**Data under study**
━━━━━━━━━━━━━━━━━━━━━━━━━━━━━━
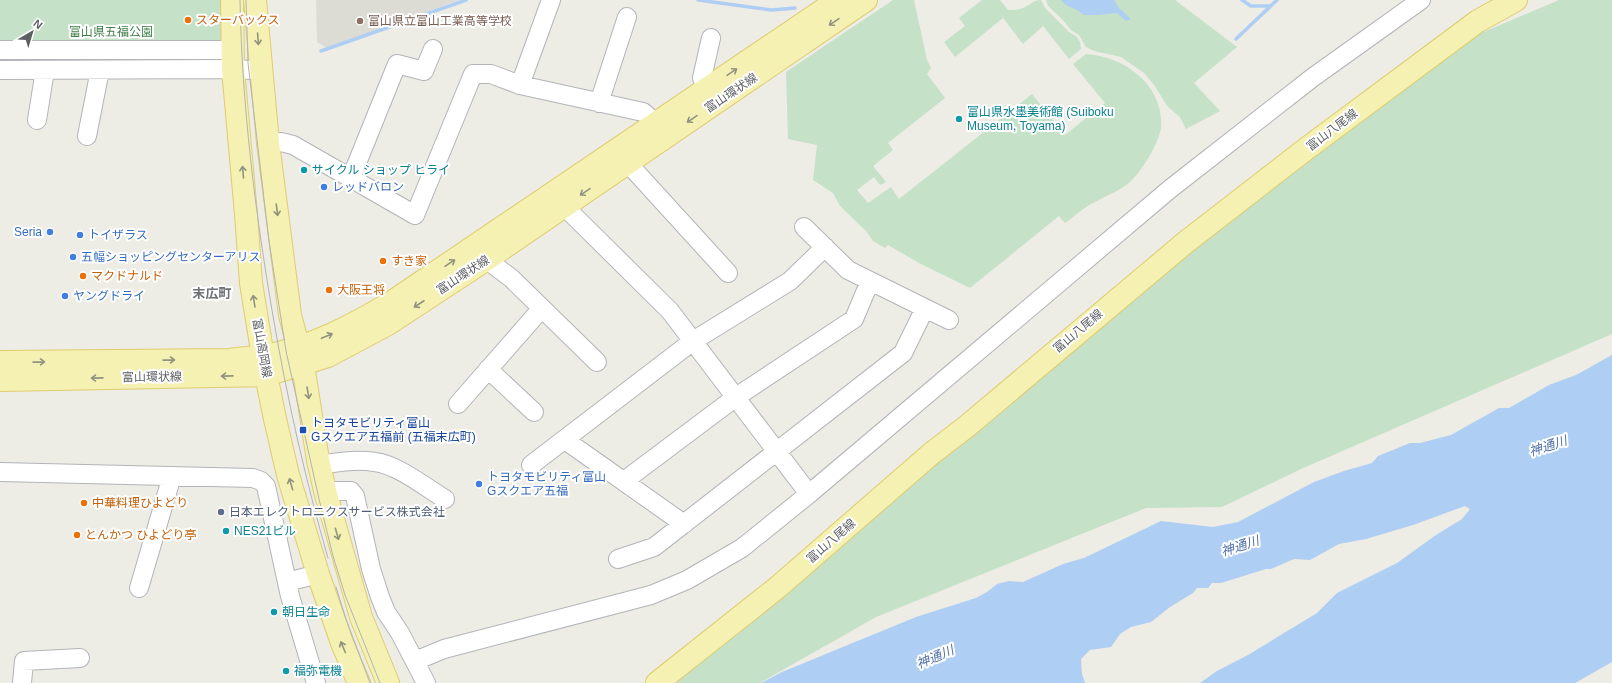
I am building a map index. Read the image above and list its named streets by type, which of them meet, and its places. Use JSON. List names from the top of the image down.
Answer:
━━━━━━━━━━━━━━━━━━━━━━━━━━━━━━
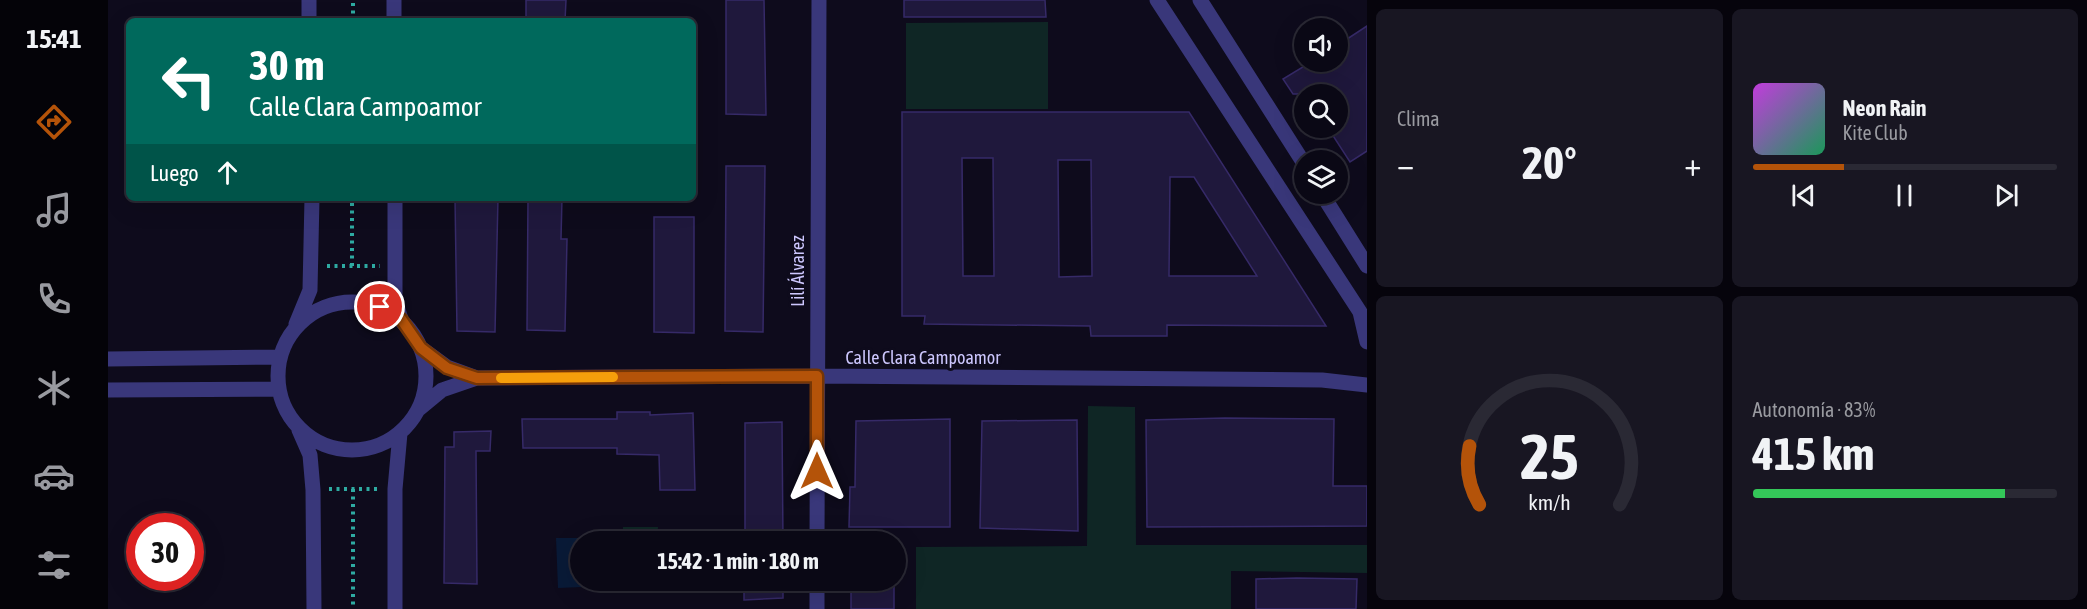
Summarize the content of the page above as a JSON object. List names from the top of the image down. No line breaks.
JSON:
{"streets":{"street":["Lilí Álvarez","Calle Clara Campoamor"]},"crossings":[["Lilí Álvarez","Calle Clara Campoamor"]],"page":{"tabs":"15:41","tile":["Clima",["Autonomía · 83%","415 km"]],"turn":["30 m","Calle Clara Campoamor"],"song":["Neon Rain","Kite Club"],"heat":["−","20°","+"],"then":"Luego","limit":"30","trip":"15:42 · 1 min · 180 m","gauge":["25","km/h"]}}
━━━━━━━━━━━━━━━━━━━━━━━━━━━━━━
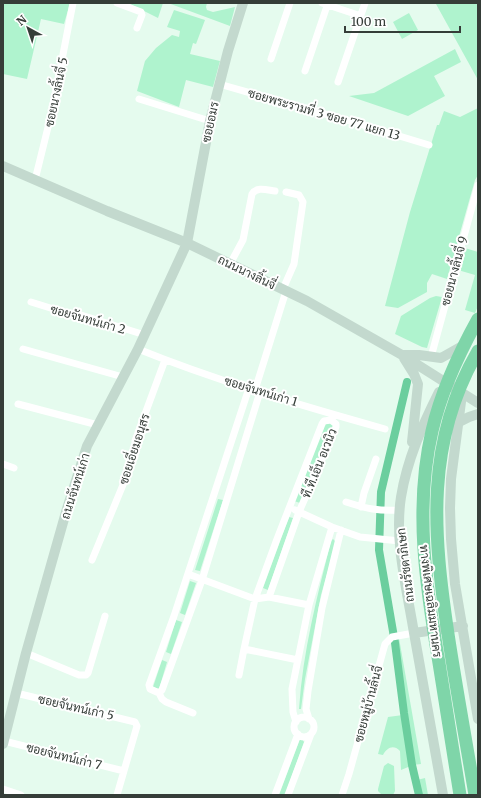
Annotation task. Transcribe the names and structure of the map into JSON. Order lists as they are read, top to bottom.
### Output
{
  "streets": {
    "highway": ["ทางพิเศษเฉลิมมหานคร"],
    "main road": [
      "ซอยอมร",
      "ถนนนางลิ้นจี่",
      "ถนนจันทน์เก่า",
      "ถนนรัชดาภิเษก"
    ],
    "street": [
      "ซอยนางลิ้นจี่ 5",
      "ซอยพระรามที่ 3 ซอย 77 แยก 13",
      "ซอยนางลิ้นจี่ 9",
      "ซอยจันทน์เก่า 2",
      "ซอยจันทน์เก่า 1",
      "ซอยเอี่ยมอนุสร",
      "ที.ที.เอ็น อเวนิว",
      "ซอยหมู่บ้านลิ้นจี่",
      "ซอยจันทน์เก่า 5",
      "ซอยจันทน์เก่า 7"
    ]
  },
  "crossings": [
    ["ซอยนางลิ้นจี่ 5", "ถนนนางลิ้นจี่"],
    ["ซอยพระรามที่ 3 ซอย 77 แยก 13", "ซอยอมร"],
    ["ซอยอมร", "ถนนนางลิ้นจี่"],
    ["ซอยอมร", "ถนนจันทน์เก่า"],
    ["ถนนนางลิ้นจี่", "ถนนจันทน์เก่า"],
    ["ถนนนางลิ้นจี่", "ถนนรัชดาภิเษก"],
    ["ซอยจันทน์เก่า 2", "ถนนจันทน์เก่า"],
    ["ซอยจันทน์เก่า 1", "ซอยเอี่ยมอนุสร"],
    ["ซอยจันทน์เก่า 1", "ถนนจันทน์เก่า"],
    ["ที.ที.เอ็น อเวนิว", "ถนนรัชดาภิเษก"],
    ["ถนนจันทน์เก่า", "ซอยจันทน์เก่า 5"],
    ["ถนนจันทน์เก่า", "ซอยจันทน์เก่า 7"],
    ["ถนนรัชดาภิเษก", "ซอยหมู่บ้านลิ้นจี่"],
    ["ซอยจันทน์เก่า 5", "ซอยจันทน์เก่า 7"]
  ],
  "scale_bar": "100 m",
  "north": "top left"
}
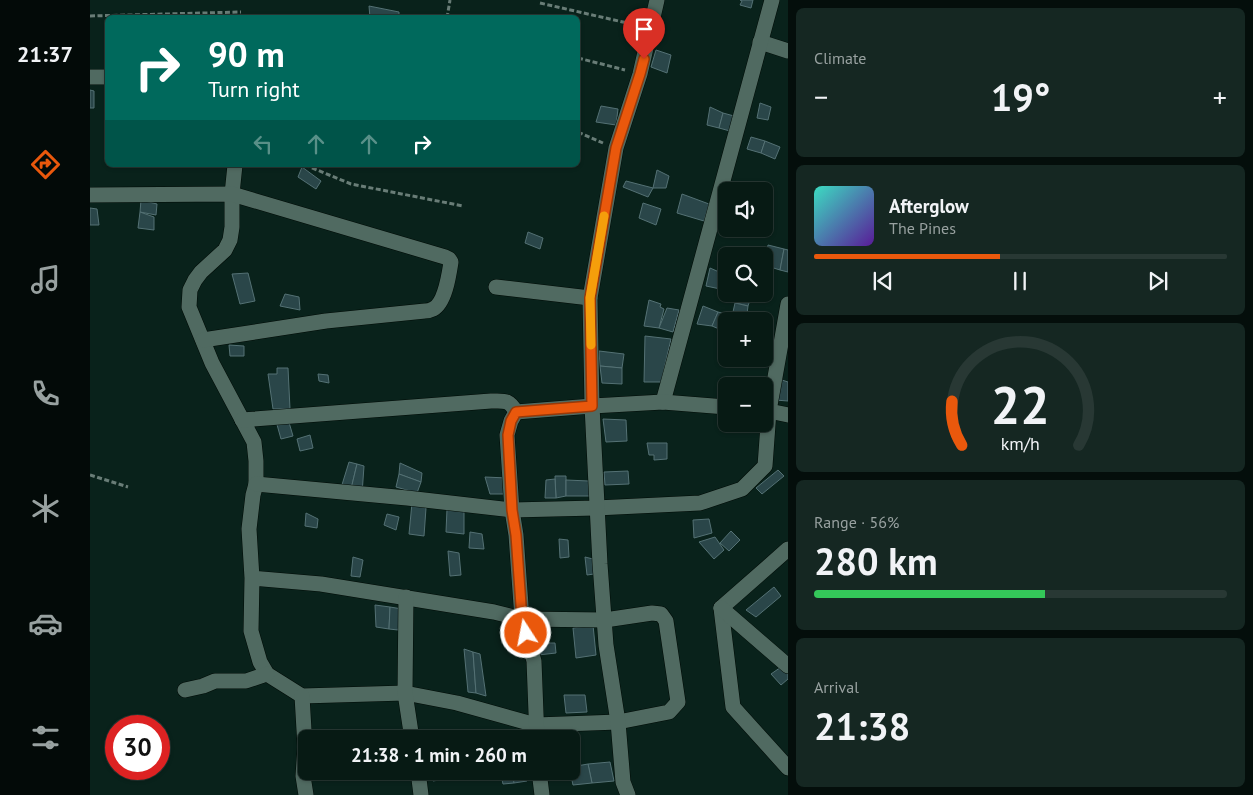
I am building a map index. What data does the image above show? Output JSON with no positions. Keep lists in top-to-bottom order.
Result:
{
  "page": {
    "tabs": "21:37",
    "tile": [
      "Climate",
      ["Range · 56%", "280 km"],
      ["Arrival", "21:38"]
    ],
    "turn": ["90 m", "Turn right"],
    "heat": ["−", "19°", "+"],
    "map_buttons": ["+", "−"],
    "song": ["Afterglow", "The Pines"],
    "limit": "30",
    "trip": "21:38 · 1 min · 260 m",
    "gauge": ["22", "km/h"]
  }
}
━━━━━━━━━━━━━━━━━━━━━━━━━━━━━━
**Instructions to follow**
Nothing but a number should be given: how many lines in the records hold the word "image".

**Answer area**
3